Selon le rapport de la BAD, le PIB a progressé de 4,7% en 2025, contre 3,8% en 2024, soutenu par la reprise de l’agriculture, la dynamique industrielle, l’activité du BTP et les performances du tourisme. Parallèlement, l’inflation a ralenti à 0,8%, tandis que le déficit budgétaire a été ramené à 3,5% du PIB. La BAD souligne également que la capitalisation boursière marocaine représentait 47,1% du PIB en 2024, un niveau qui place le marché financier national parmi les plus importants d’Afrique. Cette performance place Casablanca parmi les principales places financières africaines, aux côtés de quelques économies structurées comme l’Afrique du Sud et l’Égypte. Plus qu’un simple indicateur boursier, ce ratio traduit la capacité du pays à transformer l’épargne nationale en investissement productif, un enjeu central pour la croissance à long terme. Selon la BAD, cette dynamique repose sur plusieurs piliers. D’abord, un tissu d’investisseurs institutionnels solide, composé de banques, compagnies d’assurances et fonds de pension, qui soutiennent la liquidité du marché. Ensuite, un cadre réglementaire jugé relativement stable et attractif, qui a permis de renforcer la confiance des acteurs économiques et d’attirer des capitaux internationaux.
Le rapport souligne également le rôle stratégique de la Bourse de Casablanca comme plateforme régionale de financement. Elle constitue aujourd’hui un canal privilégié pour les grandes entreprises marocaines des secteurs bancaire, industriel, télécoms et énergétique, qui y trouvent des ressources complémentaires au financement bancaire traditionnel.
Au-delà des performances du marché financier, la BAD met en avant la résilience macroéconomique du Maroc. La croissance du PIB est estimée à 4,7% en 2025, portée par la reprise de l’agriculture, la dynamique industrielle, le BTP et le tourisme. L’inflation reste contenue à 0,8%, tandis que le déficit budgétaire est maîtrisé autour de 3,5% du PIB.

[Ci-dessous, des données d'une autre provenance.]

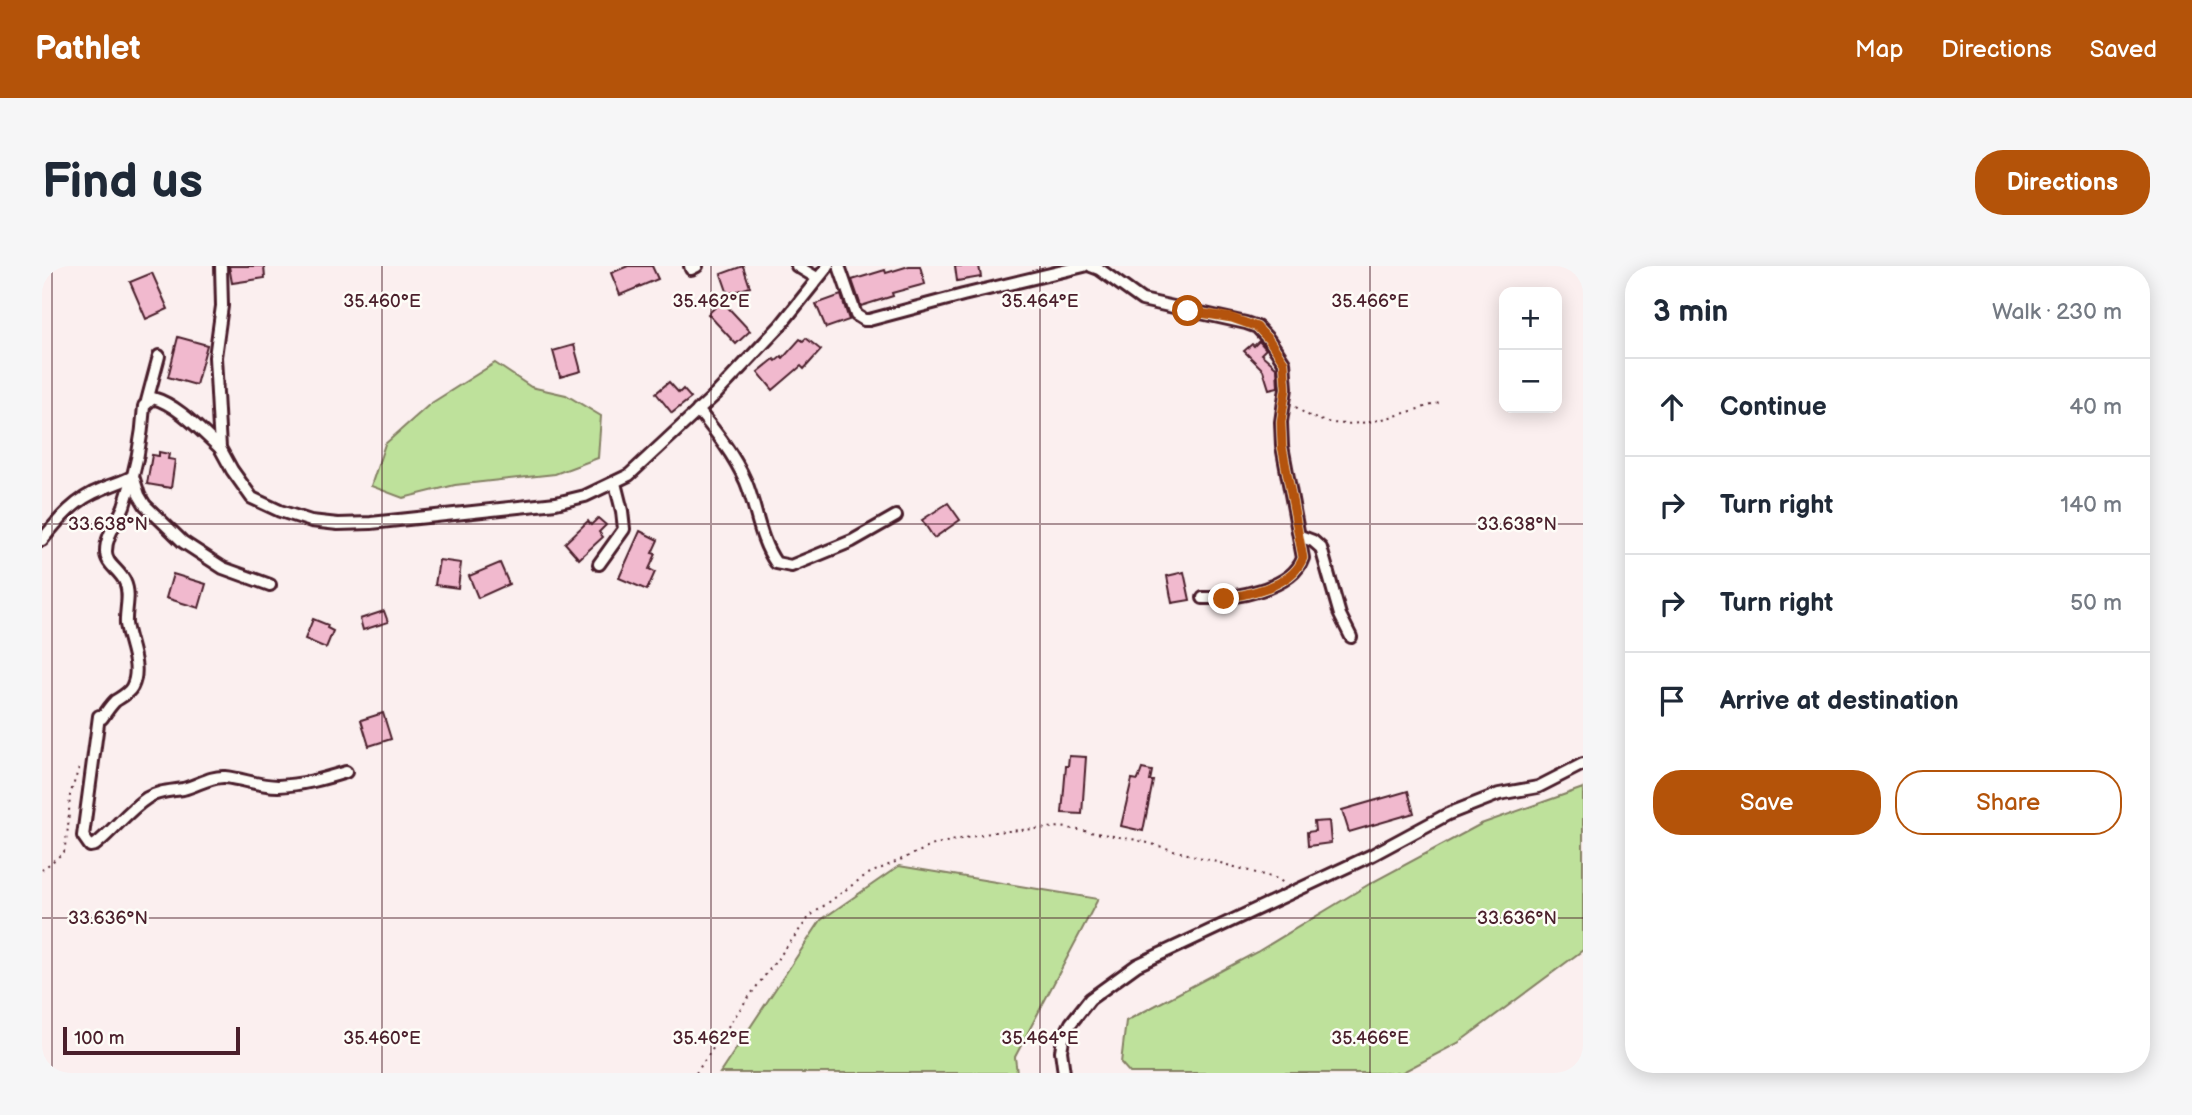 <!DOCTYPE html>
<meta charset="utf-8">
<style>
:root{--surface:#fff;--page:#f6f6f7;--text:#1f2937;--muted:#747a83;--line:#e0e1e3;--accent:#b45309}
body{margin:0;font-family:"Balsamiq Sans",sans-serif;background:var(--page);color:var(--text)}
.controls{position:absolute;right:21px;top:21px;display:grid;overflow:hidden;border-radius:14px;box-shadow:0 4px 18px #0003}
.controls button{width:63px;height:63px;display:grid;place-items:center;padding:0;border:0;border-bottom:2px solid var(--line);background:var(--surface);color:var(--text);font:35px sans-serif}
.scale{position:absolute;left:21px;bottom:18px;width:177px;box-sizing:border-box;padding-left:7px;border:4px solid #4a1f2b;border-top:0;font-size:19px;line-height:24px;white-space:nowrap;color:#4a1f2b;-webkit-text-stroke:5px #fdfcf7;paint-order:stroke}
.stop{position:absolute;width:21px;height:21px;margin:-16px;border:5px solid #b45309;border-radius:50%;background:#fff}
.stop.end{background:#b45309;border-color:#fff;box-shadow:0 2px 7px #0008}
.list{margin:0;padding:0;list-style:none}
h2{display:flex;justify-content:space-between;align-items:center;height:91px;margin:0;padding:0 28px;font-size:30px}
h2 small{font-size:23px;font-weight:400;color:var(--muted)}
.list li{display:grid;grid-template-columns:46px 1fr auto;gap:21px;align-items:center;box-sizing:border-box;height:98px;padding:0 28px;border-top:2px solid var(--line)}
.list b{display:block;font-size:26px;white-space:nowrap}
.list em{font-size:23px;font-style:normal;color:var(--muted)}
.actions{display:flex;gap:14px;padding:21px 28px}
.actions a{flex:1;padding:16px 0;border:2px solid var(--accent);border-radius:28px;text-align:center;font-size:24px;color:var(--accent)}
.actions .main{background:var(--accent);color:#fff}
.icon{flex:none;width:38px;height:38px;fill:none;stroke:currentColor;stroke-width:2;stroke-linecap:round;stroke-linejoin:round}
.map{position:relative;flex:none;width:1541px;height:807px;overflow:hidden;border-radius:28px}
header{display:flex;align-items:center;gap:42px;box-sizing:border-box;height:98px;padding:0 35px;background:var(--accent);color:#fff}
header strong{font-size:33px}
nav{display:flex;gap:38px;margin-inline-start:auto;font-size:24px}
.intro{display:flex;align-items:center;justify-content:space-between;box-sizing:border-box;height:168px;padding:0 42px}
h1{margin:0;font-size:49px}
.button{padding:18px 32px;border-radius:28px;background:var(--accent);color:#fff;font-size:24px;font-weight:700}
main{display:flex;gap:42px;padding:0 42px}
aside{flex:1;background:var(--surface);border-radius:28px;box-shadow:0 4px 18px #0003}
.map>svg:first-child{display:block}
.green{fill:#bee19b;stroke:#848063;stroke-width:2}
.building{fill:#f1b9ce;stroke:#4a1f2b;stroke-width:2}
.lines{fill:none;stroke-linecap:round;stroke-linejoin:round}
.minor-casing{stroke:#4a1f2b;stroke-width:16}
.path{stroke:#4a1f2b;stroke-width:2;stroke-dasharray:2 5;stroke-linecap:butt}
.minor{stroke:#fdfcf7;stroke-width:10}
.route{stroke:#b45309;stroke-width:9}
.ticks{fill:none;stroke:#4a1f2b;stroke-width:2;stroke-opacity:0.45}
.ticks-label{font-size:18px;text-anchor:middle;fill:#4a1f2b;stroke:#fdfcf7;stroke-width:5;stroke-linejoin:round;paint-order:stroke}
</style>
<header>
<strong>Pathlet</strong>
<nav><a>Map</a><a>Directions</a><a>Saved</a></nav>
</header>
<div class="intro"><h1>Find us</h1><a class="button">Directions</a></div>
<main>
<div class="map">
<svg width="1541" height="807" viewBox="0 0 1541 807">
<rect width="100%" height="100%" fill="#fbefef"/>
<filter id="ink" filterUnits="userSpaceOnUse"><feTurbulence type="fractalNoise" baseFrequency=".0143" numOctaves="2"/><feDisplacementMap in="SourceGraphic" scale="14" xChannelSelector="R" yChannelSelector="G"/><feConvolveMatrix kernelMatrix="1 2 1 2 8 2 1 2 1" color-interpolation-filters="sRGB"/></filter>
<g filter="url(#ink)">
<g class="green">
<polygon points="453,97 489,121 524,129 559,150 556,192 513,208 413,219 361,232 329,220 343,178 388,138"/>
<polygon points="1541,522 1541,684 1416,777 1359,807 1088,807 1079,797 1084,755 1215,686 1329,617 1439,558"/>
<polygon points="857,600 1056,633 973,791 975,807 678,807 779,654"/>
</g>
<g class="building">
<polygon points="187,0 222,0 223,12 190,17"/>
<polygon points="586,0 610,0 616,13 578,29 569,7"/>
<polygon points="701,0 708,21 686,28 679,8"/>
<polygon points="867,0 878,0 883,18 850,27 851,30 819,40 810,14 843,4 844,7"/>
<polygon points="913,0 937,0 939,11 915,15"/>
<polygon points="110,7 126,43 104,53 88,16"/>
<polygon points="799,29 807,54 784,62 774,38"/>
<polygon points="680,35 708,65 694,78 666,48"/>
<polygon points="136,71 165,79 154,119 126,111"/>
<polygon points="764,72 779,84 762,103 759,100 731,124 716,106 732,93 734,95 740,90 741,92 758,73 761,75"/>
<polygon points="1217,75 1224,83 1219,88 1235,102 1236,121 1227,123 1221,104 1202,85 1210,78 1212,80"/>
<polygon points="532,79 539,105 518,111 511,85"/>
<polygon points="627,116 637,127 641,123 649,132 630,147 614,127"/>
<polygon points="117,186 127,188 126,193 133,194 129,222 105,218 110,189 117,190"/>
<polygon points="906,237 918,254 892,272 880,254"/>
<polygon points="556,252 564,259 557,266 561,271 537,293 523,277 546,255 549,259"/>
<polygon points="598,265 616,274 610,287 614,288 607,303 613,306 605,324 577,312"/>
<polygon points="397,294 419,297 416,322 393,319"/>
<polygon points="458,297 467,318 436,332 427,310"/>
<polygon points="1142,306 1148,334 1130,337 1125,310"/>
<polygon points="131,308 164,318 157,342 124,332"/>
<polygon points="342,345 346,356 321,364 318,353"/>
<polygon points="271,353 286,359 285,362 291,365 284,382 263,373"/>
<polygon points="341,447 349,473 327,480 319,454"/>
<polygon points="1027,490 1044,491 1040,548 1020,547 1024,500 1026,500"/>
<polygon points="1100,503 1110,505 1108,515 1111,515 1101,565 1079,560 1090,513 1096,514"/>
<polygon points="1366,525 1372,547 1307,566 1300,544"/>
<polygon points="1287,555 1289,577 1266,580 1265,566 1273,565 1272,556"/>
</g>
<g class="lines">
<g class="minor-casing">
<g id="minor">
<polyline points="179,0 180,40 173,91 178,182 190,204 210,232 238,245 269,255 296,258 329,257 514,237 543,230 587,209 674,128 738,60 786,0"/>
<polyline points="648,0 649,3 655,0"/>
<polyline points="755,0 775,12"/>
<polyline points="797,0 814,49 822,54 827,54 921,29 1042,0"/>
<path d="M1049 0 1057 3 1100 34 1204 57 1215 61 1227 74 1242 96 1244 122 1239 156 1240 180 1261 292C1250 324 1190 333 1161 332"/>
<polyline points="105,135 117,90"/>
<path d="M656 144C674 166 692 189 704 216 715 243 717 273 734 297L749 300 810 275 854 250"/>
<path d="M178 182C158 164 136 139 111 132L102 140C100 175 93 208 82 240 76 255 64 269 64 285 63 298 78 304 83 316 89 329 83 344 84 358 87 378 100 402 90 421 86 428 79 431 73 435 68 440 64 446 60 452L57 450 41 570 48 580 53 579C72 564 85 545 105 532 116 525 129 525 141 523 155 520 168 510 183 511 201 513 217 520 236 520 260 519 281 513 304 506"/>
<polyline points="1258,270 1271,275 1279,282 1298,349 1309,371"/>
<path d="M0 274C17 253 33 233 60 223 71 218 81 216 91 210L97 229 103 239 141 276 181 302 228 319"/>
<polyline points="557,298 582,263 580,245 573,217"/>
<polyline points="1022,807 1019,785 1021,773 1029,757 1048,733 1095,699 1330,589 1406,548 1457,528 1496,521 1541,498"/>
</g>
</g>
<g class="path">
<path d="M1254 141C1295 175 1352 149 1397 137"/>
<polyline points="0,604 22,586 26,562 28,529 38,499"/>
<polyline points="654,807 703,736 768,650 824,609 894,578 953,566 1019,561 1095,574 1236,613 1243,618"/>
</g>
<use href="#minor" class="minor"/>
</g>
</g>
<g class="lines" filter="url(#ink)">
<path class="route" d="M1146 45 1190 52 1215 61 1227 74 1242 96 1244 122 1239 156 1240 180 1261 292C1250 321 1208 327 1182 333"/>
</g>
<path class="ticks" d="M10 0V807M340 0V807M669 0V807M998 0V807M1328 0V807M0 258H1541M0 652H1541"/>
<g class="ticks-label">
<text x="340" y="41">35.460°E</text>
<text x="669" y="41">35.462°E</text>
<text x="998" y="41">35.464°E</text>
<text x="1328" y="41">35.466°E</text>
<text x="66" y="264">33.638°N</text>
<text x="1475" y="264">33.638°N</text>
<text x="66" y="658">33.636°N</text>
<text x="1475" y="658">33.636°N</text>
<text x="340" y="778">35.460°E</text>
<text x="669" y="778">35.462°E</text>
<text x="998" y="778">35.464°E</text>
<text x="1328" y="778">35.466°E</text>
</g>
</svg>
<div class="controls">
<button>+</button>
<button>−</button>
</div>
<div class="scale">100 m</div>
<div class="stop" style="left:1146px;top:45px"></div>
<div class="stop end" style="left:1182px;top:333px"></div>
</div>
<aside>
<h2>3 min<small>Walk · 230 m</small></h2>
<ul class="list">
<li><svg class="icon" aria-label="ahead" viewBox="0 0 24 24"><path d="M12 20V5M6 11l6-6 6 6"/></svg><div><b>Continue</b></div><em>40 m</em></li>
<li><svg class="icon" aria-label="right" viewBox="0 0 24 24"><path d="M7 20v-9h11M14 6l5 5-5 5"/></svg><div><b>Turn right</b></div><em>140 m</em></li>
<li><svg class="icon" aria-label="right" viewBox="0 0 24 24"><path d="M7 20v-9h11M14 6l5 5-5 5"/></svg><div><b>Turn right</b></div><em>50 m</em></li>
<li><svg class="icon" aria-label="arrive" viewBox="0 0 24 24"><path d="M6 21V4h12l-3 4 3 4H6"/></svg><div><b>Arrive at destination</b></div></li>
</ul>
<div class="actions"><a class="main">Save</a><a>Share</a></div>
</aside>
</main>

Cette stabilité renforce l’attractivité du Royaume dans un environnement international marqué par des tensions géopolitiques et une hausse du coût du capital. Le Maroc bénéficie également d’un accès relativement favorable aux marchés financiers internationaux, un atout stratégique pour financer ses besoins croissants en infrastructures et en investissements publics. Cependant, la BAD rappelle que des défis persistent. Le principal enjeu reste la transformation de cette solidité financière en création d’emplois et en gains de productivité. Autrement dit, il s’agit de faire en sorte que la profondeur du marché financier bénéficie davantage à l’économie réelle et au développement inclusif.
Dans cette perspective, la place boursière marocaine apparaît comme un levier important, mais encore partiellement sous-exploité. Sa montée en puissance devra s’accompagner d’une diversification accrue des entreprises cotées et d’une meilleure intégration des PME dans les circuits de financement. Le Maroc confirme ainsi son statut de pôle financier régional en Afrique, mais le défi des prochaines années sera de transformer cette performance boursière en moteur plus large de croissance économique et sociale.